Manchild is sure he’s in the wrong class at swimming lessons. They switched things up last week, and now he swims in the deep end. His lesson today included quite a bit of yelling, grunting, and maybe a few tears. The only words I could make out from the spectator deck were, “What the?! I’m going backward!”
It’s supposed to be hard, I told him afterward, when he declared that he was done with swimming lessons. That’s how you get better. Being in the deep end means that you are improving. If you keep trying, pretty soon you’ll be swimming across the pool on your own. He seemed dubious, but at least he didn’t stick to his original statement: “I don’t want to come back to swimming lessons.”
Meanwhile, Squish is at the point where his desire to be independent sometimes outstrips his abilities. But it doesn’t seem to bother him one bit. “Watch me, watch me, Mom!” as he attempts to run down the stairs with no handrail. “No, I do it myself!” he exclaims when I try to help him pull his pants up (and he pulls them back down so he can get the full experience). He tirelessly pushes chairs around the apartment to get to where he wants to be. He ignores my offers to help. He dissolves in tears when the opportunity to do it himself passes by.
And really, that’s all I wanted to say. One of my kids knows his limits and would like to stay well within them. To approach them is to know pain, suffering, and possibly death. The other scoffs at the notion of limits. He can do anything. Never mind that he can’t run down the street without falling.
Okay, and also that seeing the contrast between their stages in life is comforting and frustrating. I appreciate Manchild’s caution. I admire that he knows his limits. I know that he has big dreams, but that he can’t see how to reach them. So I hope that he learns that unless he pushes himself, even simple things will always be hard.
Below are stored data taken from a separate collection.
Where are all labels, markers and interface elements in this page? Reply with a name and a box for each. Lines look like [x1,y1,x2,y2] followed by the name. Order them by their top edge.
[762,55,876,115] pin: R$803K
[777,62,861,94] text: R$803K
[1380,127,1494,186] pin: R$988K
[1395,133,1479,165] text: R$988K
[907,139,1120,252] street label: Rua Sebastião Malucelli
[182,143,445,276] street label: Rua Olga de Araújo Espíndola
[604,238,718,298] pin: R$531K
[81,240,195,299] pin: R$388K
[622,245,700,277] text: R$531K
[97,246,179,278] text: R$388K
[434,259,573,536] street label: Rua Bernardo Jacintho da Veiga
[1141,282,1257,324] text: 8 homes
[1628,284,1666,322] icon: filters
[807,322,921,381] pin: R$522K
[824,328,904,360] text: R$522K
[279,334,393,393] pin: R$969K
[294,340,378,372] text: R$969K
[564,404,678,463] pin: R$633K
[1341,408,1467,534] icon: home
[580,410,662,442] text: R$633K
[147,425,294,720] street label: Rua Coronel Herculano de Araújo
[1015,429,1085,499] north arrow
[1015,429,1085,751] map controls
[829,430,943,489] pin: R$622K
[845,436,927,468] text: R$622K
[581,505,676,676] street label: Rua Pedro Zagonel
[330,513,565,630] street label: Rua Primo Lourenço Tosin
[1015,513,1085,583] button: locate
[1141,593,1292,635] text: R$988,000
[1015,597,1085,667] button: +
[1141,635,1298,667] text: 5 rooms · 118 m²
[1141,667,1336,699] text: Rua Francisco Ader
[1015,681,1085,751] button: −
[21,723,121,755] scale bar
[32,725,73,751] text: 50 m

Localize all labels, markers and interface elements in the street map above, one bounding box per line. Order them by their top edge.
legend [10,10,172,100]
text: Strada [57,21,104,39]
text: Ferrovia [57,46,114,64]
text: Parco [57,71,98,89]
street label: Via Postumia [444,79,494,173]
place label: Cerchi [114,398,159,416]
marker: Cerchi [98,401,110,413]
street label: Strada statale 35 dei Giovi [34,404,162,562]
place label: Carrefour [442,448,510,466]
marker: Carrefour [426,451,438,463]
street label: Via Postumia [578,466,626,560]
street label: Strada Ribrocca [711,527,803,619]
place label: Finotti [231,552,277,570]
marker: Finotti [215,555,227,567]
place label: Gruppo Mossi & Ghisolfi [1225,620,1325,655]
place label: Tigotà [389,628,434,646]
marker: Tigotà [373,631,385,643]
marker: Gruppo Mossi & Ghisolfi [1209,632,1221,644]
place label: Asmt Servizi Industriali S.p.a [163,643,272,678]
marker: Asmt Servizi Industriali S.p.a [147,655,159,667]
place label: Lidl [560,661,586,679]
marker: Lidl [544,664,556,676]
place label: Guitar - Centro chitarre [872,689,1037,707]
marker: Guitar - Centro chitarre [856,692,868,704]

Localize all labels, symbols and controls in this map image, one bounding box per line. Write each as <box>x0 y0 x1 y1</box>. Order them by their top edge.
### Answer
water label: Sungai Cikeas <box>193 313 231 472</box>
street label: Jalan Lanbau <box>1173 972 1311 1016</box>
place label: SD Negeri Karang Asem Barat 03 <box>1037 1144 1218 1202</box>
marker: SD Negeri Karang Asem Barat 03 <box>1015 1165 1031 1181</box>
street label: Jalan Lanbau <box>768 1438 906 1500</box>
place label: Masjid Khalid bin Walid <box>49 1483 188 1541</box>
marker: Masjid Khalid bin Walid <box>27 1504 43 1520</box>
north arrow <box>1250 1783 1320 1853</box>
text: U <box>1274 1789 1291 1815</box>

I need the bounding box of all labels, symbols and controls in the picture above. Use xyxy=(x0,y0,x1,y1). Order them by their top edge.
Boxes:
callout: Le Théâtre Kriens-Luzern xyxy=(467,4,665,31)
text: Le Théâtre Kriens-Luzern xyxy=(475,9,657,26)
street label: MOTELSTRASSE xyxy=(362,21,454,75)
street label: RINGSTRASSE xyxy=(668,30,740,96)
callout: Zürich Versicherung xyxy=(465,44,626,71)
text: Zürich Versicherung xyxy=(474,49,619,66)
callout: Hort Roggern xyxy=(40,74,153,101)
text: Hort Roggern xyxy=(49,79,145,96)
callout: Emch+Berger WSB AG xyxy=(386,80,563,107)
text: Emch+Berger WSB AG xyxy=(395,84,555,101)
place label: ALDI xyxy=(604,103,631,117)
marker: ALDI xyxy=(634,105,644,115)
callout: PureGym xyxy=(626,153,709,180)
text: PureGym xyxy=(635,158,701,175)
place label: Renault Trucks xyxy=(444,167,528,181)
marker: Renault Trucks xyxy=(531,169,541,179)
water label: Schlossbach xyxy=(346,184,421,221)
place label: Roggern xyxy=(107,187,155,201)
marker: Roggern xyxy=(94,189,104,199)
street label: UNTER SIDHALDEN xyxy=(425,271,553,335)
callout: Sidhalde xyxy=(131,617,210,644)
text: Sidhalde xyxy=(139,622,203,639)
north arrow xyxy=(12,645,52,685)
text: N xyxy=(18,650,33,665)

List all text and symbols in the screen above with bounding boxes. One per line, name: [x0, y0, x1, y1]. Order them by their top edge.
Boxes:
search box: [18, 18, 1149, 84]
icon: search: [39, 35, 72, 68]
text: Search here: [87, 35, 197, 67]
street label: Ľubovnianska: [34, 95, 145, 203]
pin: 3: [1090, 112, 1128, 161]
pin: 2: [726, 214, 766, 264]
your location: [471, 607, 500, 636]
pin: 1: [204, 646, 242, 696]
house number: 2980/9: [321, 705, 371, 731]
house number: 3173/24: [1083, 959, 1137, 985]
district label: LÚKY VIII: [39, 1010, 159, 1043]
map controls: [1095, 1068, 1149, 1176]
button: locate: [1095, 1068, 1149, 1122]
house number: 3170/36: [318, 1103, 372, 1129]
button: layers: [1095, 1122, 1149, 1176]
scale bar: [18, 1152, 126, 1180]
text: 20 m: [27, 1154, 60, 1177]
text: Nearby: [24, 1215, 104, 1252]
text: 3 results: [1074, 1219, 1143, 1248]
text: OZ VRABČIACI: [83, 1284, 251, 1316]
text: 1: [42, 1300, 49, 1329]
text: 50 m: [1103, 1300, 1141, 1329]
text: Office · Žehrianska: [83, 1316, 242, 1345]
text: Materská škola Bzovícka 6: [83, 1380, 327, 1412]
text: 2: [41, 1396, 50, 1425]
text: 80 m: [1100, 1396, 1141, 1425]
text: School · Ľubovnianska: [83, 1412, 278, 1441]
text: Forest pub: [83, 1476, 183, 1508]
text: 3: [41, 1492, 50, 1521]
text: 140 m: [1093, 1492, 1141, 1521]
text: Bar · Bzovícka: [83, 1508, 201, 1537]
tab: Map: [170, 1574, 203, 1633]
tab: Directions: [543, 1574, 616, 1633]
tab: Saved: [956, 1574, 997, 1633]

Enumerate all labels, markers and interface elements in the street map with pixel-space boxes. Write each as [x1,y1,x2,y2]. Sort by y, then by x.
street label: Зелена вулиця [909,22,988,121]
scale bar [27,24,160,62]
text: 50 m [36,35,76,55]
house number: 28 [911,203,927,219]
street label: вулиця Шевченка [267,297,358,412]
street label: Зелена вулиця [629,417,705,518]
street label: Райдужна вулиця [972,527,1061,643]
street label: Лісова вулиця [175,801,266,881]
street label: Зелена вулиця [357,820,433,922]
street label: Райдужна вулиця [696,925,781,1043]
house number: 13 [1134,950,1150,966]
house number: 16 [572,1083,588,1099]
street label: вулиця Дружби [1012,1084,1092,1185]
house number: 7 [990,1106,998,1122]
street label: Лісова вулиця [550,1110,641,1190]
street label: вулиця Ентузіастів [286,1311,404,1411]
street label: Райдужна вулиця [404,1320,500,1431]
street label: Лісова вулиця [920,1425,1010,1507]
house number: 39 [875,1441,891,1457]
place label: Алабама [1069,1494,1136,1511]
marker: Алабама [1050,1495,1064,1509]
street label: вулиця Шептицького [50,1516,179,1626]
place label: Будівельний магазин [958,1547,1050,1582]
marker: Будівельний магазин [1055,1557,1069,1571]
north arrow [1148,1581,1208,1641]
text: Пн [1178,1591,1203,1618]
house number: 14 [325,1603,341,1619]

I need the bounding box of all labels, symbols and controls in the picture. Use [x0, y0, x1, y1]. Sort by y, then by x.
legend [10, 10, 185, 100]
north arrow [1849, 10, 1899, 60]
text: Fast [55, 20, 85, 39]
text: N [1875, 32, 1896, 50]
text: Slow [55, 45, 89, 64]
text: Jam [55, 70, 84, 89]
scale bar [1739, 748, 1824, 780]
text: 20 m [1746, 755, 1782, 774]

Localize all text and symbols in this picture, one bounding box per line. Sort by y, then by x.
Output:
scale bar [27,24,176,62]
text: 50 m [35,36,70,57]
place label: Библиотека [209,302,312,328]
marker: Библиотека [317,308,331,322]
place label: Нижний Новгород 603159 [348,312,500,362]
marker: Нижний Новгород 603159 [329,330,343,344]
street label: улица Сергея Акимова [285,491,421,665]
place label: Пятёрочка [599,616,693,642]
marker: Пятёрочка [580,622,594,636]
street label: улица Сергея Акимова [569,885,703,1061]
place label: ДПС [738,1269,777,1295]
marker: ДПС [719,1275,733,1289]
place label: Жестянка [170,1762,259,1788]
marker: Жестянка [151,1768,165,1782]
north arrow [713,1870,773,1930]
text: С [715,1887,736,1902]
As for his little brother, I love that he is so confident and determined. I am happy to see him attempt new things and not be afraid of the consequences. But I would like it if he realized he didn’t have to take everything on all at once. Push a little here, a little there, and the whole circle will eventually get bigger. It doesn’t have to happen overnight.
And then I realize that, yet again, I am finding what I need to know by watching my boys. I should be talking to myself: if I want to progress, I can’t stay sitting in the shallow end. But if I want to succeed, I can’t go straight to the high dive, either.